» Required action: A word-for-word copy of every entry below is required; the images do not belong in it.

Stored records
▬▬▬▬▬▬
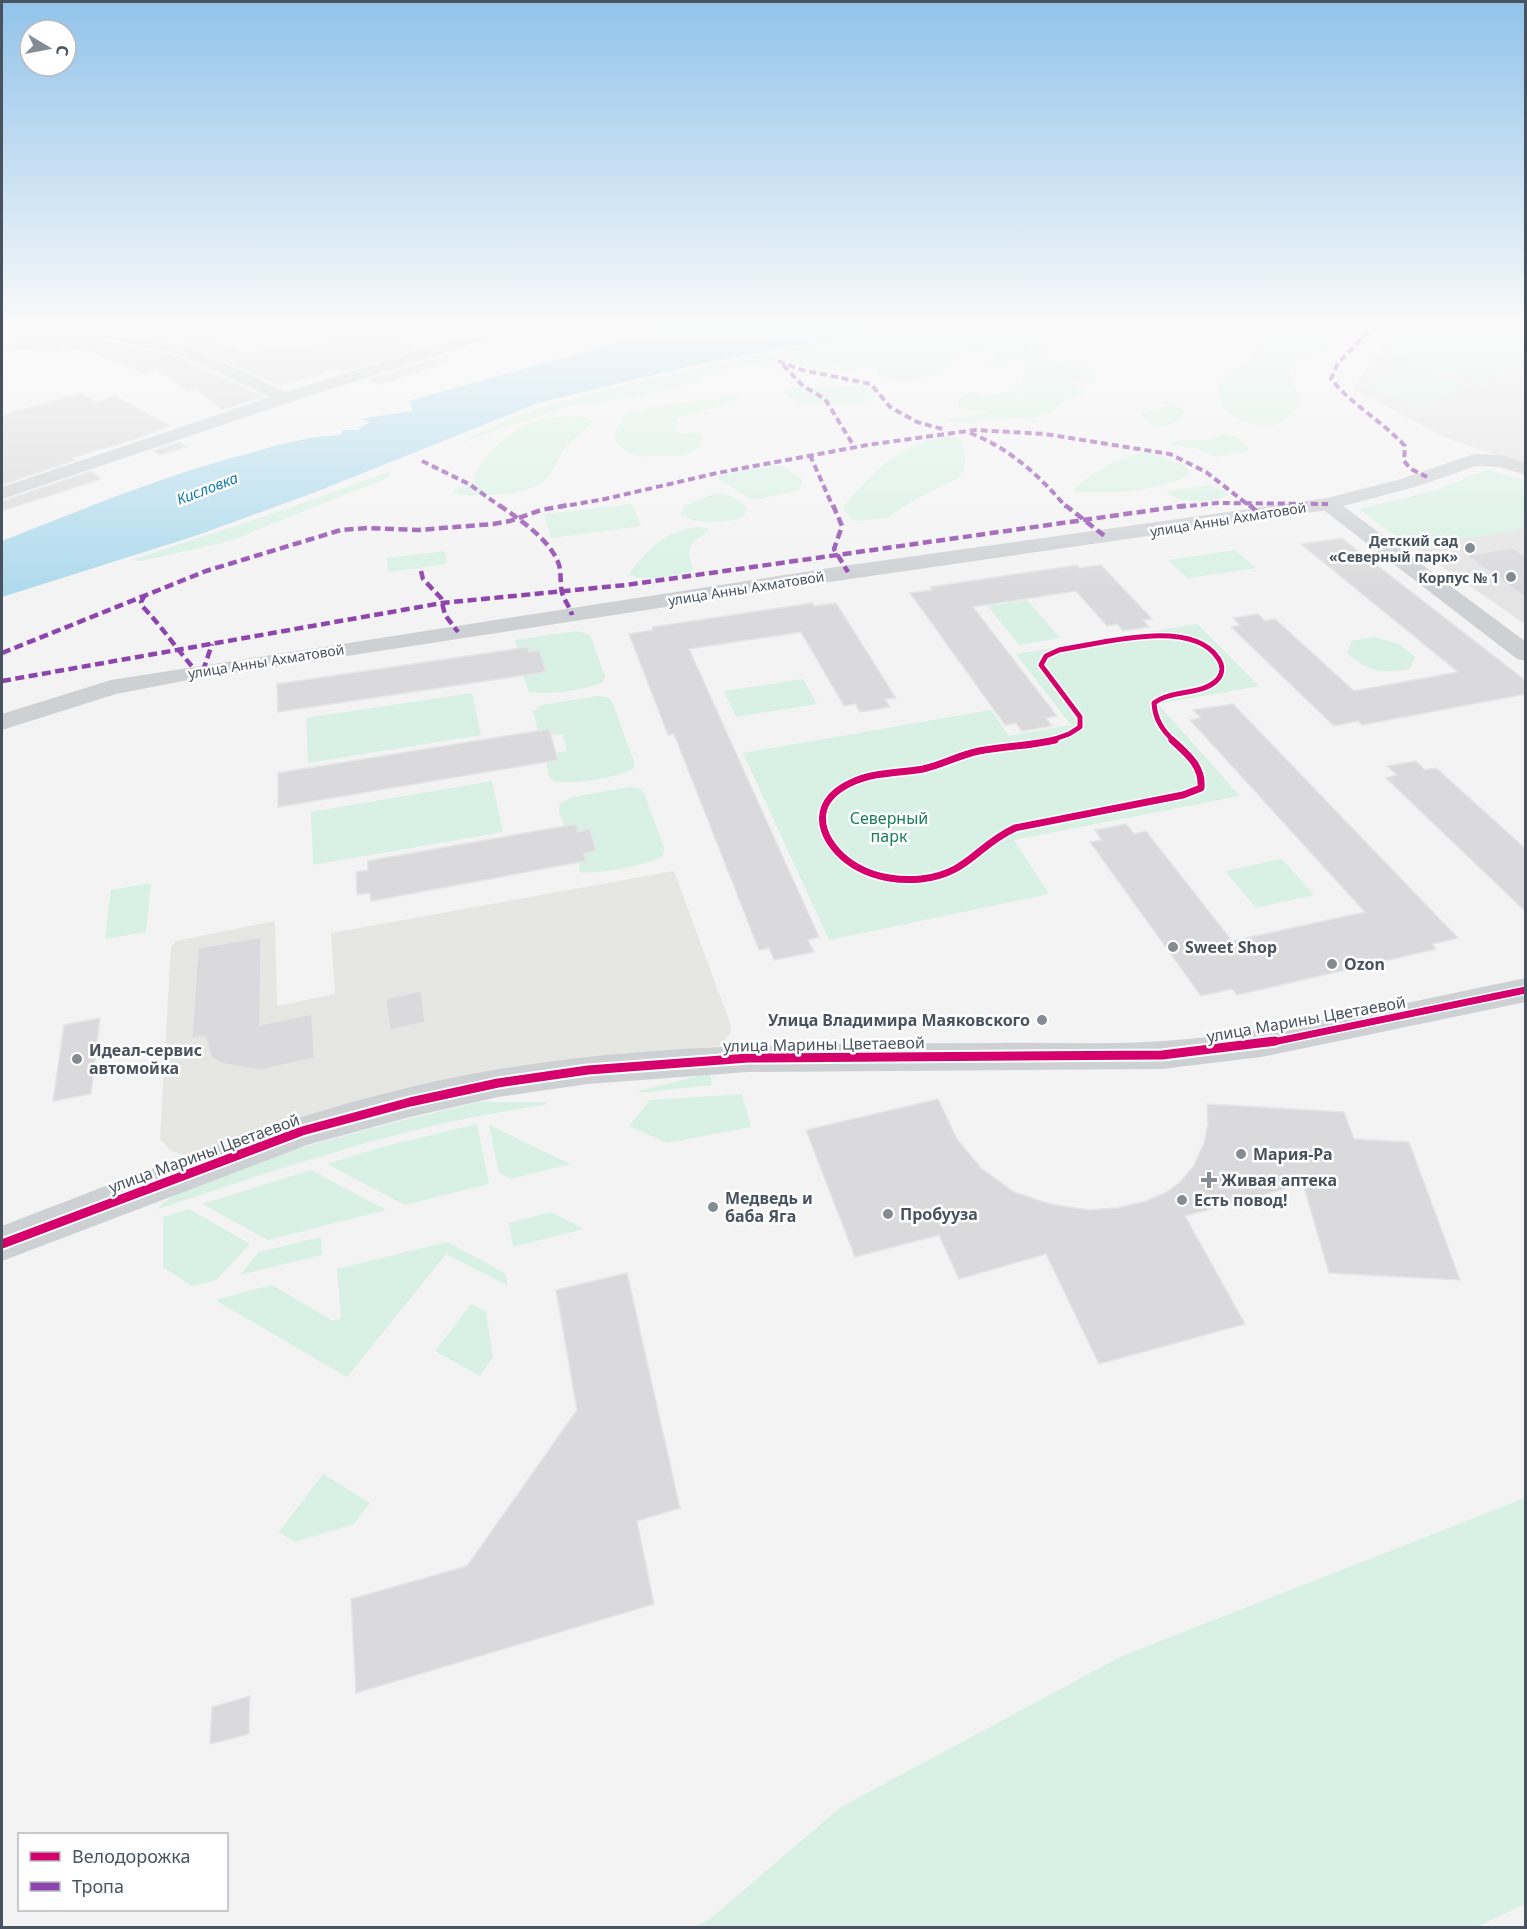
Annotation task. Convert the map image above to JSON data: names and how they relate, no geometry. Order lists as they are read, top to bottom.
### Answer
{
  "streets": {
    "street": ["улица Анны Ахматовой", "улица Марины Цветаевой"]
  },
  "water": ["Кисловка"],
  "parks": ["Северный парк"],
  "places": {
    "other": [
      "Детский сад «Северный парк»",
      "Корпус № 1",
      "Sweet Shop",
      "Ozon",
      "Улица Владимира Маяковского",
      "Идеал-сервис автомойка",
      "Мария-Ра",
      "Есть повод!",
      "Медведь и баба Яга",
      "Пробууза"
    ],
    "health": ["Живая аптека"]
  },
  "legend": ["Велодорожка", "Тропа"],
  "north": "right"
}
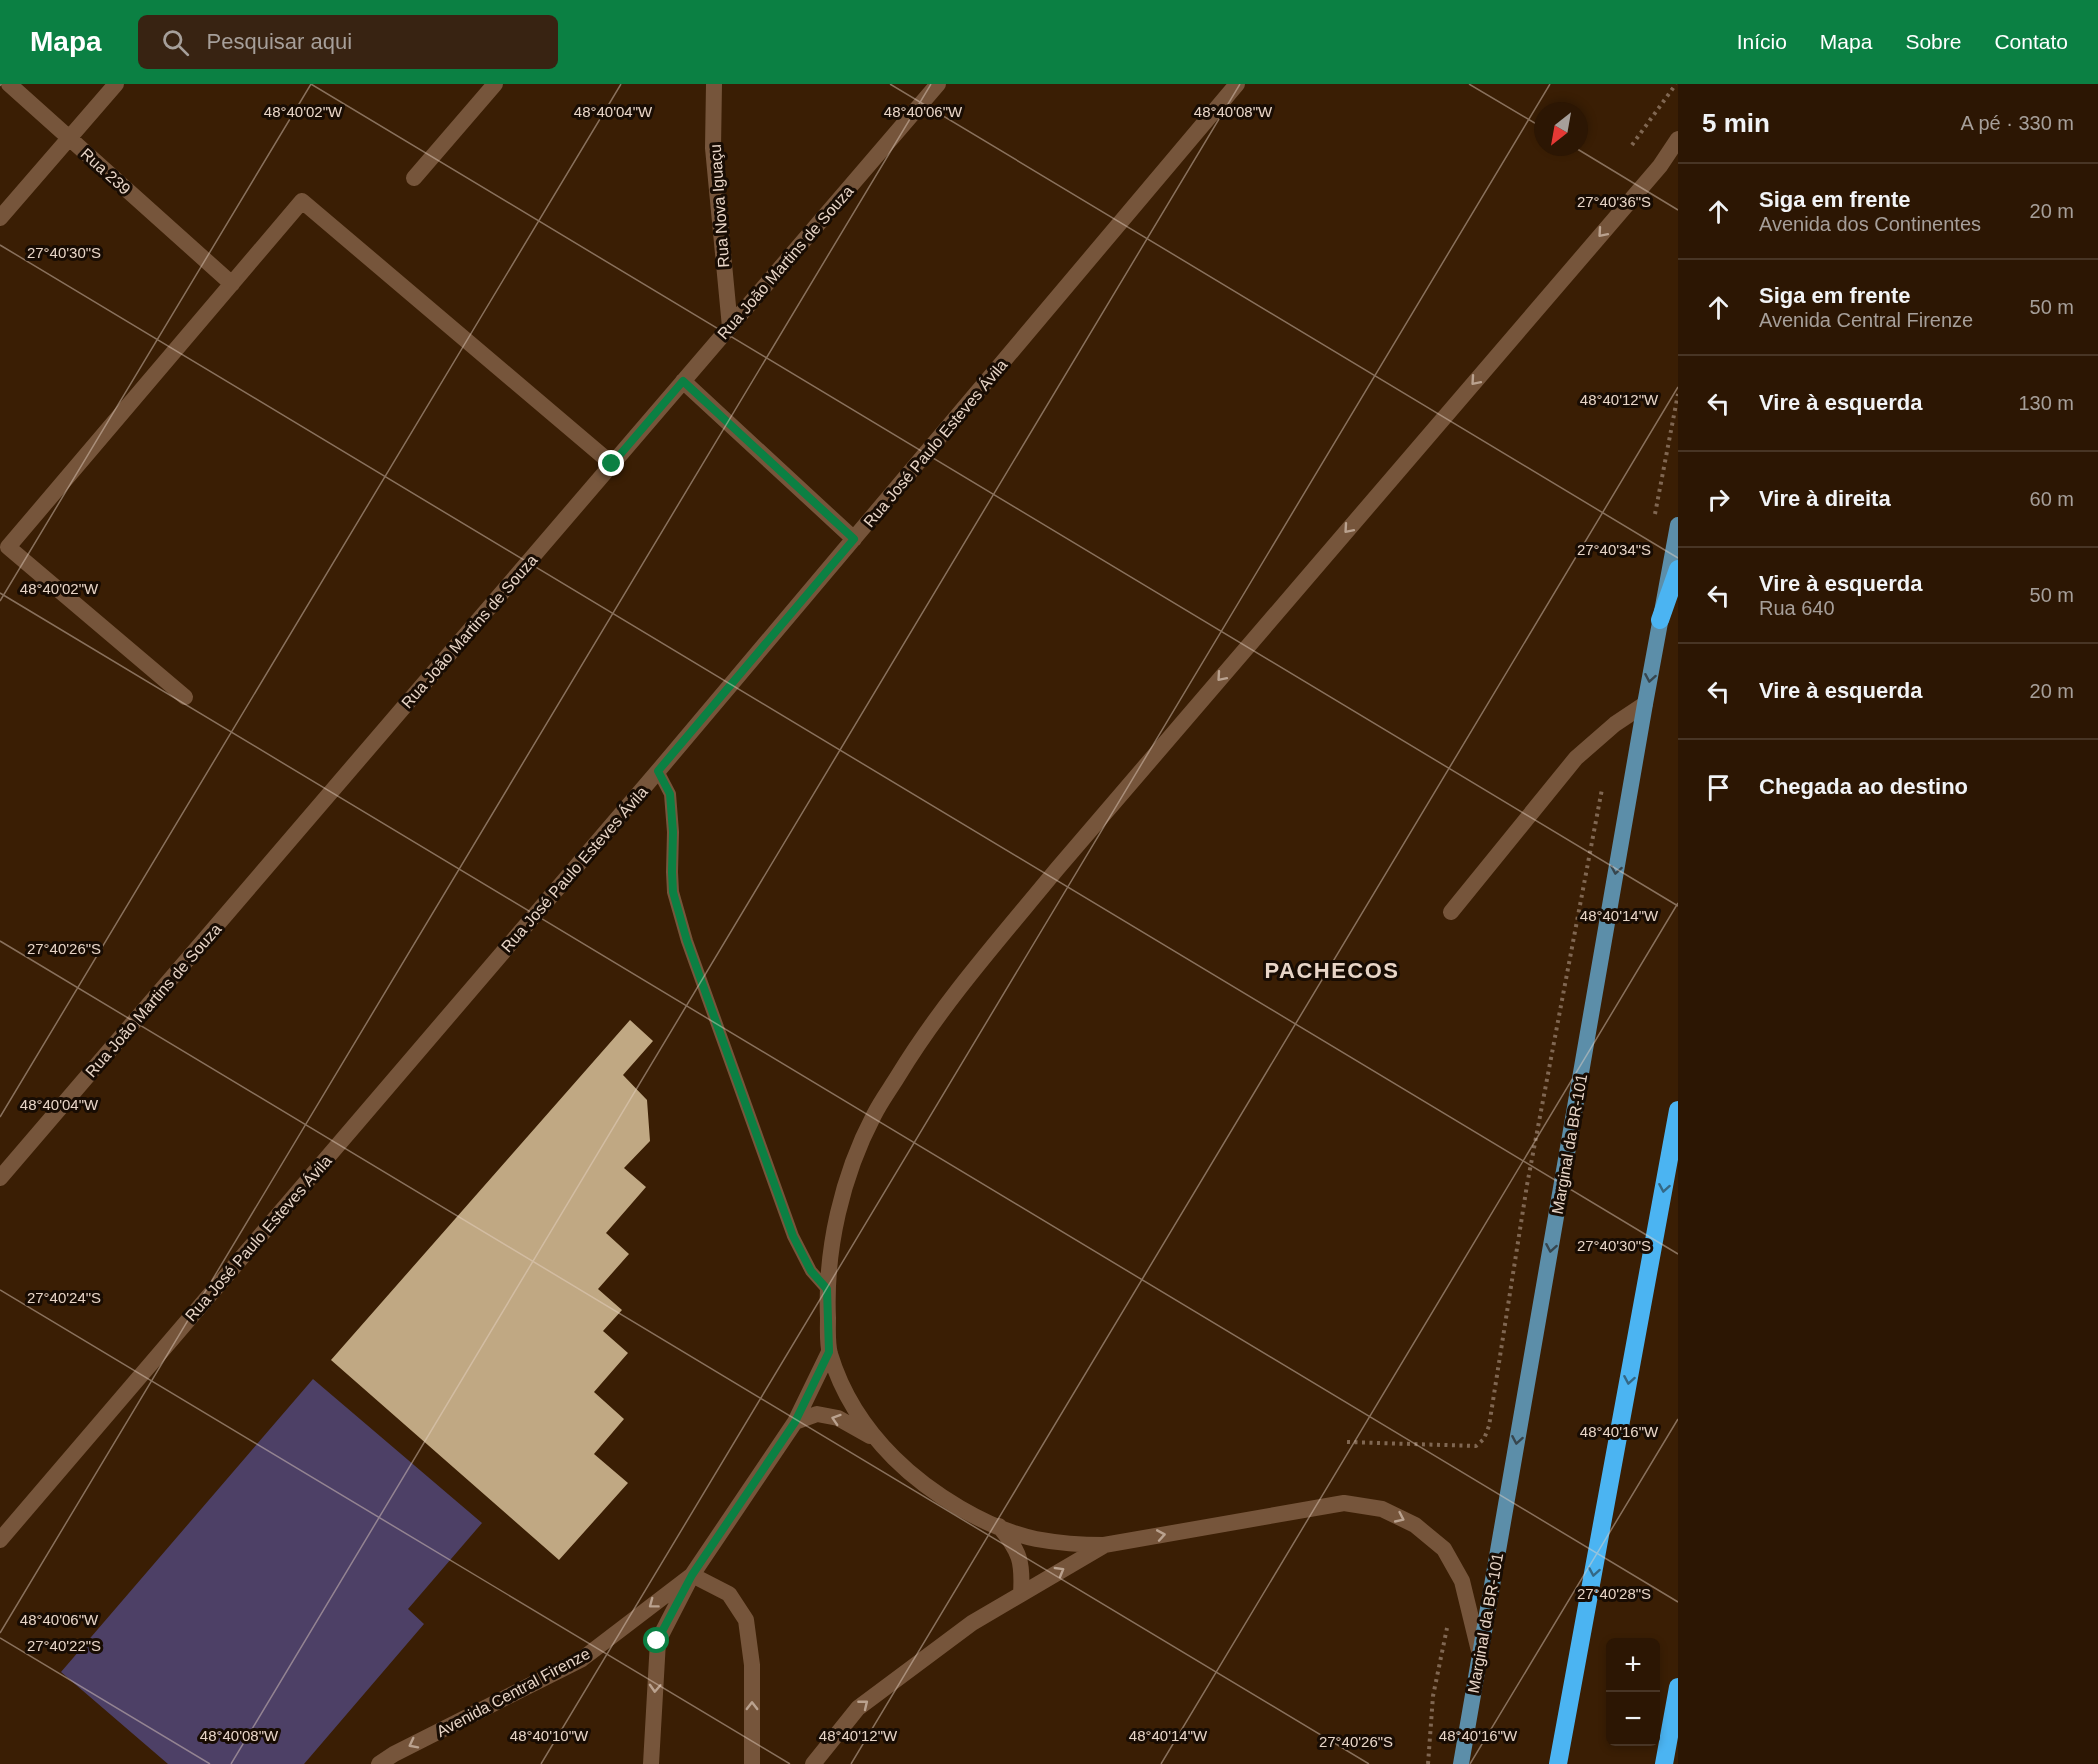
▬▬▬▬▬▬
» Task result:
Annotation task. Convert the map image above to JSON data: names and how they relate, no geometry. Order lists as they are read, top to bottom.
### Answer
{
  "streets": {
    "street": ["улица Анны Ахматовой", "улица Марины Цветаевой"]
  },
  "water": ["Кисловка"],
  "parks": ["Северный парк"],
  "places": {
    "other": [
      "Детский сад «Северный парк»",
      "Корпус № 1",
      "Sweet Shop",
      "Ozon",
      "Улица Владимира Маяковского",
      "Идеал-сервис автомойка",
      "Мария-Ра",
      "Есть повод!",
      "Медведь и баба Яга",
      "Пробууза"
    ],
    "health": ["Живая аптека"]
  },
  "legend": ["Велодорожка", "Тропа"],
  "north": "right"
}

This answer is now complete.